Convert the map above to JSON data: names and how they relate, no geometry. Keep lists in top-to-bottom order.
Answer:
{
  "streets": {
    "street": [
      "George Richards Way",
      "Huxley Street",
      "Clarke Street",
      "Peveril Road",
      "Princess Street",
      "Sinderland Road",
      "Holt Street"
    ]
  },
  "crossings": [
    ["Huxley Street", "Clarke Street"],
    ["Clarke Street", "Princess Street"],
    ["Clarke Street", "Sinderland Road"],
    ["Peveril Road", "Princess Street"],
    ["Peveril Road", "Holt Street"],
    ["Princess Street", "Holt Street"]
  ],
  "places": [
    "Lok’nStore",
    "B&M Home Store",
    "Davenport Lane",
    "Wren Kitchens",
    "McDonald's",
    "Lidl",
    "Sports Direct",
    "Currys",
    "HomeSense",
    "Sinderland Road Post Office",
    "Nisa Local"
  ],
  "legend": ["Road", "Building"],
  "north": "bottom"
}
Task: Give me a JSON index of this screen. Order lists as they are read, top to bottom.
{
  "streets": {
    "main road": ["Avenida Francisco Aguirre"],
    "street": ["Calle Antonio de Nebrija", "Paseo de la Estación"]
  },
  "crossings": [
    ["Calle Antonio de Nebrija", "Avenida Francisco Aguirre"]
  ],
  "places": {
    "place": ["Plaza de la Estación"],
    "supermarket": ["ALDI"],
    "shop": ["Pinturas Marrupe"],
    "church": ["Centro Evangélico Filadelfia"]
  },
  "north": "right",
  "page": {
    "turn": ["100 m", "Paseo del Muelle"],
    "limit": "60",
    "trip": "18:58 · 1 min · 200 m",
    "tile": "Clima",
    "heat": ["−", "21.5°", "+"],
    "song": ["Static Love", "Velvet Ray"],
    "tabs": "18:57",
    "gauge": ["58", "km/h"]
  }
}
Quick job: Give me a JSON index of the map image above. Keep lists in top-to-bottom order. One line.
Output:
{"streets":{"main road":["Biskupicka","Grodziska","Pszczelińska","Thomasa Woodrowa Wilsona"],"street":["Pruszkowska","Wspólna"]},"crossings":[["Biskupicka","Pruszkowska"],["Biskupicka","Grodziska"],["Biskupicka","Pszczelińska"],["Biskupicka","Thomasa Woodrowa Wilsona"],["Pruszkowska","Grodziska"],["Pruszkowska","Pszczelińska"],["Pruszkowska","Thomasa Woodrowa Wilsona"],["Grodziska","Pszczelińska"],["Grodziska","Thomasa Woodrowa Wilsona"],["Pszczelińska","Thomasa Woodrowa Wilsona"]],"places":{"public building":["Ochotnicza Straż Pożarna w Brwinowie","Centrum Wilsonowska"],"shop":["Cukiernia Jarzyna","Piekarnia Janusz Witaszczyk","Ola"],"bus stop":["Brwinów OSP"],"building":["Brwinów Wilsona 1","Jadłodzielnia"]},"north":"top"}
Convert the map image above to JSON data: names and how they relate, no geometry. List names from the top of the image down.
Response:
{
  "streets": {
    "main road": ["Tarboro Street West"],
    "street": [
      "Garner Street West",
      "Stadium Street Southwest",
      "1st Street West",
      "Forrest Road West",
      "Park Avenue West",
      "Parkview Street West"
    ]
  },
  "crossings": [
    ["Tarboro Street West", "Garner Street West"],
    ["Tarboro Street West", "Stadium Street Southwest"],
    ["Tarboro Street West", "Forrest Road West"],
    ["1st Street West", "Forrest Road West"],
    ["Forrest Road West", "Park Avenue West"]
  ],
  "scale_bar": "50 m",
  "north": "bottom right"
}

WORK REQUIRED
Write out the records above again, keeping each one identical to the original.

OUTPUT BELOW
Convert the map above to JSON data: names and how they relate, no geometry. Keep lists in top-to-bottom order.
Answer:
{
  "streets": {
    "street": [
      "George Richards Way",
      "Huxley Street",
      "Clarke Street",
      "Peveril Road",
      "Princess Street",
      "Sinderland Road",
      "Holt Street"
    ]
  },
  "crossings": [
    ["Huxley Street", "Clarke Street"],
    ["Clarke Street", "Princess Street"],
    ["Clarke Street", "Sinderland Road"],
    ["Peveril Road", "Princess Street"],
    ["Peveril Road", "Holt Street"],
    ["Princess Street", "Holt Street"]
  ],
  "places": [
    "Lok’nStore",
    "B&M Home Store",
    "Davenport Lane",
    "Wren Kitchens",
    "McDonald's",
    "Lidl",
    "Sports Direct",
    "Currys",
    "HomeSense",
    "Sinderland Road Post Office",
    "Nisa Local"
  ],
  "legend": ["Road", "Building"],
  "north": "bottom"
}
Task: Give me a JSON index of this screen. Order lists as they are read, top to bottom.
{
  "streets": {
    "main road": ["Avenida Francisco Aguirre"],
    "street": ["Calle Antonio de Nebrija", "Paseo de la Estación"]
  },
  "crossings": [
    ["Calle Antonio de Nebrija", "Avenida Francisco Aguirre"]
  ],
  "places": {
    "place": ["Plaza de la Estación"],
    "supermarket": ["ALDI"],
    "shop": ["Pinturas Marrupe"],
    "church": ["Centro Evangélico Filadelfia"]
  },
  "north": "right",
  "page": {
    "turn": ["100 m", "Paseo del Muelle"],
    "limit": "60",
    "trip": "18:58 · 1 min · 200 m",
    "tile": "Clima",
    "heat": ["−", "21.5°", "+"],
    "song": ["Static Love", "Velvet Ray"],
    "tabs": "18:57",
    "gauge": ["58", "km/h"]
  }
}
Quick job: Give me a JSON index of the map image above. Keep lists in top-to-bottom order. One line.
Output:
{"streets":{"main road":["Biskupicka","Grodziska","Pszczelińska","Thomasa Woodrowa Wilsona"],"street":["Pruszkowska","Wspólna"]},"crossings":[["Biskupicka","Pruszkowska"],["Biskupicka","Grodziska"],["Biskupicka","Pszczelińska"],["Biskupicka","Thomasa Woodrowa Wilsona"],["Pruszkowska","Grodziska"],["Pruszkowska","Pszczelińska"],["Pruszkowska","Thomasa Woodrowa Wilsona"],["Grodziska","Pszczelińska"],["Grodziska","Thomasa Woodrowa Wilsona"],["Pszczelińska","Thomasa Woodrowa Wilsona"]],"places":{"public building":["Ochotnicza Straż Pożarna w Brwinowie","Centrum Wilsonowska"],"shop":["Cukiernia Jarzyna","Piekarnia Janusz Witaszczyk","Ola"],"bus stop":["Brwinów OSP"],"building":["Brwinów Wilsona 1","Jadłodzielnia"]},"north":"top"}
Convert the map image above to JSON data: names and how they relate, no geometry. List names from the top of the image down.
Response:
{
  "streets": {
    "main road": ["Tarboro Street West"],
    "street": [
      "Garner Street West",
      "Stadium Street Southwest",
      "1st Street West",
      "Forrest Road West",
      "Park Avenue West",
      "Parkview Street West"
    ]
  },
  "crossings": [
    ["Tarboro Street West", "Garner Street West"],
    ["Tarboro Street West", "Stadium Street Southwest"],
    ["Tarboro Street West", "Forrest Road West"],
    ["1st Street West", "Forrest Road West"],
    ["Forrest Road West", "Park Avenue West"]
  ],
  "scale_bar": "50 m",
  "north": "bottom right"
}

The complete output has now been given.